- BRIEF: Pull out every line in the data that has the string "Agbani" in it.

Stored data:
******
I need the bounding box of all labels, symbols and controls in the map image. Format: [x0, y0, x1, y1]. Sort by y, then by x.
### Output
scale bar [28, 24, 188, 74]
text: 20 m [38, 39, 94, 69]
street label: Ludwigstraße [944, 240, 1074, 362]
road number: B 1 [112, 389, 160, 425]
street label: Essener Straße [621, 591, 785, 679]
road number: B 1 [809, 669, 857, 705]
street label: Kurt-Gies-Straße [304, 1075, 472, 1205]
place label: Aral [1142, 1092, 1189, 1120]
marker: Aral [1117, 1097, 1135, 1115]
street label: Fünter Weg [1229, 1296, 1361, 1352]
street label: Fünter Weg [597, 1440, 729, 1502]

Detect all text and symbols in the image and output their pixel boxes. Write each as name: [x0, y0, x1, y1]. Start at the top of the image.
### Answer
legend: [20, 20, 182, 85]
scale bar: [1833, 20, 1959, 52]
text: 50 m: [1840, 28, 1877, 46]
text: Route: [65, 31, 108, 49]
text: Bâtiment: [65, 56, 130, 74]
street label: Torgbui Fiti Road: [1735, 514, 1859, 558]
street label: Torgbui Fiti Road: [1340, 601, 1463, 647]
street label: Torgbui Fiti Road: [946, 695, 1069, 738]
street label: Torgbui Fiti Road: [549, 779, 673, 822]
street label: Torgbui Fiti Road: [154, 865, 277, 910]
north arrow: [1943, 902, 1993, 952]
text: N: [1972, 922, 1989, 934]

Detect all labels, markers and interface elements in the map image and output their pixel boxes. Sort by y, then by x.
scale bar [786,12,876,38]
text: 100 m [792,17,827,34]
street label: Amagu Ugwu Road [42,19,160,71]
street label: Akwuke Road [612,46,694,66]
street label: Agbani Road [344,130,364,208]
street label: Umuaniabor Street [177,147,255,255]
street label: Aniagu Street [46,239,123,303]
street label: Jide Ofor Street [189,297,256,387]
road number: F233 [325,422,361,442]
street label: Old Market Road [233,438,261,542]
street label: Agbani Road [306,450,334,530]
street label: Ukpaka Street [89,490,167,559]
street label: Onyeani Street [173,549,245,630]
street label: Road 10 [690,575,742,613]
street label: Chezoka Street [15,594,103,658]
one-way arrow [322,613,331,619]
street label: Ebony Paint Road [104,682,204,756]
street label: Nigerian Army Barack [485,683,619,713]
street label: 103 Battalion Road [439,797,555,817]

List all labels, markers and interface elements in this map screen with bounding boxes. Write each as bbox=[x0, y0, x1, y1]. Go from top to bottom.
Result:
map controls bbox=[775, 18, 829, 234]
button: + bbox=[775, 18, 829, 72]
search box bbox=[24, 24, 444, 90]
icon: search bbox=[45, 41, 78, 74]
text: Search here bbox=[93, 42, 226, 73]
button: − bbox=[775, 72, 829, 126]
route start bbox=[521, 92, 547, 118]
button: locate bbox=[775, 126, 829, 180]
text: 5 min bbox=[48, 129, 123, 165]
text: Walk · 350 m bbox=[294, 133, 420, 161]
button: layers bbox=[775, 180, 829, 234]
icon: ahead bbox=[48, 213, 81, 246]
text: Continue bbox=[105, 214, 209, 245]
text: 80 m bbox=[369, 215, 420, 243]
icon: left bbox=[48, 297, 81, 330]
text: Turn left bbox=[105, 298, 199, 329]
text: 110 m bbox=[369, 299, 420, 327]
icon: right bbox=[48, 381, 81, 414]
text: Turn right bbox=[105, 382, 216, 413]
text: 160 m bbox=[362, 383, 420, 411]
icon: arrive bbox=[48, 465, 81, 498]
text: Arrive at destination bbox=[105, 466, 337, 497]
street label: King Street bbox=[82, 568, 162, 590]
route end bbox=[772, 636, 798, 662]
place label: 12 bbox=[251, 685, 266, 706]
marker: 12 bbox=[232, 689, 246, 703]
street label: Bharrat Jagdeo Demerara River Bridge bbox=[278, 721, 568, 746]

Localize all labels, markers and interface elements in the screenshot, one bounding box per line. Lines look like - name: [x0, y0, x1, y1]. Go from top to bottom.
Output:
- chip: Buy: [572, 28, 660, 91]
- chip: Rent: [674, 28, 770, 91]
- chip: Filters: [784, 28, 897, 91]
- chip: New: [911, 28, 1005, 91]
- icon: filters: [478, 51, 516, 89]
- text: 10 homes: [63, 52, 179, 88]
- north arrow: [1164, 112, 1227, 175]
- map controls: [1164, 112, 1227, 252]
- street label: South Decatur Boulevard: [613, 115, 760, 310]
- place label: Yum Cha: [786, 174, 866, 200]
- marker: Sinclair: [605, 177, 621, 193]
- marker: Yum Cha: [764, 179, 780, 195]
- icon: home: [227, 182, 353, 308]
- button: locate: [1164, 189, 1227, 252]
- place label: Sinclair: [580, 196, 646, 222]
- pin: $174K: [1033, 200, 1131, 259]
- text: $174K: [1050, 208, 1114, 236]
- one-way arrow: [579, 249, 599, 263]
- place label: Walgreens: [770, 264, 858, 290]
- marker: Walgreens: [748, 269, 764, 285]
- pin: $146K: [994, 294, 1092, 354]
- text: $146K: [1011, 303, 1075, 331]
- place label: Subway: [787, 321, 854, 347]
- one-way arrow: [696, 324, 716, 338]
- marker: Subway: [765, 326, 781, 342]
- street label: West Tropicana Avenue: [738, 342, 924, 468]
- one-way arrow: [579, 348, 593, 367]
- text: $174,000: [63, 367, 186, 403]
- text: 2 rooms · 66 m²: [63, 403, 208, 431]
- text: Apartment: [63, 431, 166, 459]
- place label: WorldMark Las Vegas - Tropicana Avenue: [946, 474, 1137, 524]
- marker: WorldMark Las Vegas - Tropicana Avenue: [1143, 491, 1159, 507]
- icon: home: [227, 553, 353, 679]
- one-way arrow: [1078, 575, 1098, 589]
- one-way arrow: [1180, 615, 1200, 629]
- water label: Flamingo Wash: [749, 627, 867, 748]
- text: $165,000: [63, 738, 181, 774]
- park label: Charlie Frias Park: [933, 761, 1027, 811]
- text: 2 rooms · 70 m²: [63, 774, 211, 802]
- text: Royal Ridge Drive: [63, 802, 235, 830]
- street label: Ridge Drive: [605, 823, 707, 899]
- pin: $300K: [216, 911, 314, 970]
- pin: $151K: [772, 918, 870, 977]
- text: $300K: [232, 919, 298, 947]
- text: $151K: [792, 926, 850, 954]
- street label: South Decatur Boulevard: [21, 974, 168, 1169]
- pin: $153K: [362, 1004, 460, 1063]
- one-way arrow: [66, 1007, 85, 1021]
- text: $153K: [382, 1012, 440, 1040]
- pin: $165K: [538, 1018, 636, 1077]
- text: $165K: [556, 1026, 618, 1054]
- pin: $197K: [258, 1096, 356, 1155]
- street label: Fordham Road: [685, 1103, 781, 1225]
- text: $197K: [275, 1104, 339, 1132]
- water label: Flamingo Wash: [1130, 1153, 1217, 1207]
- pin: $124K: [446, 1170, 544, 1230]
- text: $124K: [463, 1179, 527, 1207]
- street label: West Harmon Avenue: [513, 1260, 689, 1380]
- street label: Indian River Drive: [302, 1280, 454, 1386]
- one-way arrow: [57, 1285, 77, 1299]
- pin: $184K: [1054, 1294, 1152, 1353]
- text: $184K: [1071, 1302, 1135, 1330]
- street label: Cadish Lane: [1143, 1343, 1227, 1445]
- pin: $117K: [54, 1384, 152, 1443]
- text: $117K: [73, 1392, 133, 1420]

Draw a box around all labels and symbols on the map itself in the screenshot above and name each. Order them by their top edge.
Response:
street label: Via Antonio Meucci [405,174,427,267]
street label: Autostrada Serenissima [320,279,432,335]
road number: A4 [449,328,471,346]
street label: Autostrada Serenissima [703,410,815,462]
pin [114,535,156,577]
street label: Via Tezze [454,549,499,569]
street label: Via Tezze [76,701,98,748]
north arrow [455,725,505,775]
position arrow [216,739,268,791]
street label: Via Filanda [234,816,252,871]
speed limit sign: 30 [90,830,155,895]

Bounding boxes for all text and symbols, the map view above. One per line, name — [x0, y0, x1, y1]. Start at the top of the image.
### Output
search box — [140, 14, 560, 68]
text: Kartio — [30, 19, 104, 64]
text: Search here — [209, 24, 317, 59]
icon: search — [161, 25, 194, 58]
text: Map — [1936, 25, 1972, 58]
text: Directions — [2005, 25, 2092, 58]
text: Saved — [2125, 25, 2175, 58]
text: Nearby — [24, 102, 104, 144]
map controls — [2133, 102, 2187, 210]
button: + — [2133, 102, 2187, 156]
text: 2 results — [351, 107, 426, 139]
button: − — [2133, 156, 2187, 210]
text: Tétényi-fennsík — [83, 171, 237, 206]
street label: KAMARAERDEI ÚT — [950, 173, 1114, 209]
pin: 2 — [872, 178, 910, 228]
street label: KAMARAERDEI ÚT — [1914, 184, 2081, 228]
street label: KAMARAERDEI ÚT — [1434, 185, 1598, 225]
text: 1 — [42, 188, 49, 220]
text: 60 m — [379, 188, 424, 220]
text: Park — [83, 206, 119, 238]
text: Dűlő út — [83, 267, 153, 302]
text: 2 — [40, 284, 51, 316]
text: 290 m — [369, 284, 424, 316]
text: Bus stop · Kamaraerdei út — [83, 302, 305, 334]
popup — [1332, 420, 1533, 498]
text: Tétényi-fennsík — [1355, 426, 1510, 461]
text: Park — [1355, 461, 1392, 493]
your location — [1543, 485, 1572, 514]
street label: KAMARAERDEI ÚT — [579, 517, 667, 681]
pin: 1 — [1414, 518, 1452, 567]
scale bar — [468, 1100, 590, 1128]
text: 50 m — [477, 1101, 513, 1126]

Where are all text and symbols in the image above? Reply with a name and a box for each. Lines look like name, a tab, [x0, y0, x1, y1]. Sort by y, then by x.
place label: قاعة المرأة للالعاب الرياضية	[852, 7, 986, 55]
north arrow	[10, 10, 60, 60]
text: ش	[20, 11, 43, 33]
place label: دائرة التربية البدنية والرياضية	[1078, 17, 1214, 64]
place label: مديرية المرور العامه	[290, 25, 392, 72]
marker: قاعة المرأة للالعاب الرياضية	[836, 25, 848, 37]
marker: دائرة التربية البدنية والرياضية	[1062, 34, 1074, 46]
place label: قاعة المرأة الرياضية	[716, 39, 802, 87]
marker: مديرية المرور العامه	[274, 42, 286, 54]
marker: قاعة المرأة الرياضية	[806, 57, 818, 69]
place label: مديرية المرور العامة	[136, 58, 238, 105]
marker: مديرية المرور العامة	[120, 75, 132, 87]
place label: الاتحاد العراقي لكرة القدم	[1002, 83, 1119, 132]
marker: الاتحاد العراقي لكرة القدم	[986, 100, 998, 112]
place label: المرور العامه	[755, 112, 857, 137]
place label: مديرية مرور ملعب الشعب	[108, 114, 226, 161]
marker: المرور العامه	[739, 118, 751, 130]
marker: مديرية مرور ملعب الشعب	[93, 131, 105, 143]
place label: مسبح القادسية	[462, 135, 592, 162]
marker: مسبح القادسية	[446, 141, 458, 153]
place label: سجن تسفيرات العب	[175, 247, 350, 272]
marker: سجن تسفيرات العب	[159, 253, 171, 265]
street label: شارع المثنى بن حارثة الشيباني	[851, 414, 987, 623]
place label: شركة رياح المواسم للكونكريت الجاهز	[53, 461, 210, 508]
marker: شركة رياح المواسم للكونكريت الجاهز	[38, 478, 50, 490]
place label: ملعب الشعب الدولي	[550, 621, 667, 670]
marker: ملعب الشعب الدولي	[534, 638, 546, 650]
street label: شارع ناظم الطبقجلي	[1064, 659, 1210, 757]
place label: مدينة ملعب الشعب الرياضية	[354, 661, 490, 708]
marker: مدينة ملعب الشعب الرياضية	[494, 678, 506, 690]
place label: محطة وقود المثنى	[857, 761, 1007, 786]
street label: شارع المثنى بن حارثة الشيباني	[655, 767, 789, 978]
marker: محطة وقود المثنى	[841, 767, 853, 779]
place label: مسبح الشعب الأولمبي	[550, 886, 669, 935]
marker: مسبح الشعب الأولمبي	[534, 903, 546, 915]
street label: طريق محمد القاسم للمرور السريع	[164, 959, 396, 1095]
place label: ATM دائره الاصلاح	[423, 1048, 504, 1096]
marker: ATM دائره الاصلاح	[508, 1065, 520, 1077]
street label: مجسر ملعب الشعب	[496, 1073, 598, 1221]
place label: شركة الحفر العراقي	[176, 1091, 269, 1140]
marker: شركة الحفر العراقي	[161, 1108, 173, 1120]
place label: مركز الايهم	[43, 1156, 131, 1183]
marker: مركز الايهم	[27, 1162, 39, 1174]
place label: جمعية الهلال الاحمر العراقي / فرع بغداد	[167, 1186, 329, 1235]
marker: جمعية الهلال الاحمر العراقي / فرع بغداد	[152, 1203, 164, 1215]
******
- WRITTEN SOLUTION:
street label: Agbani Road [344,130,364,208]
street label: Agbani Road [306,450,334,530]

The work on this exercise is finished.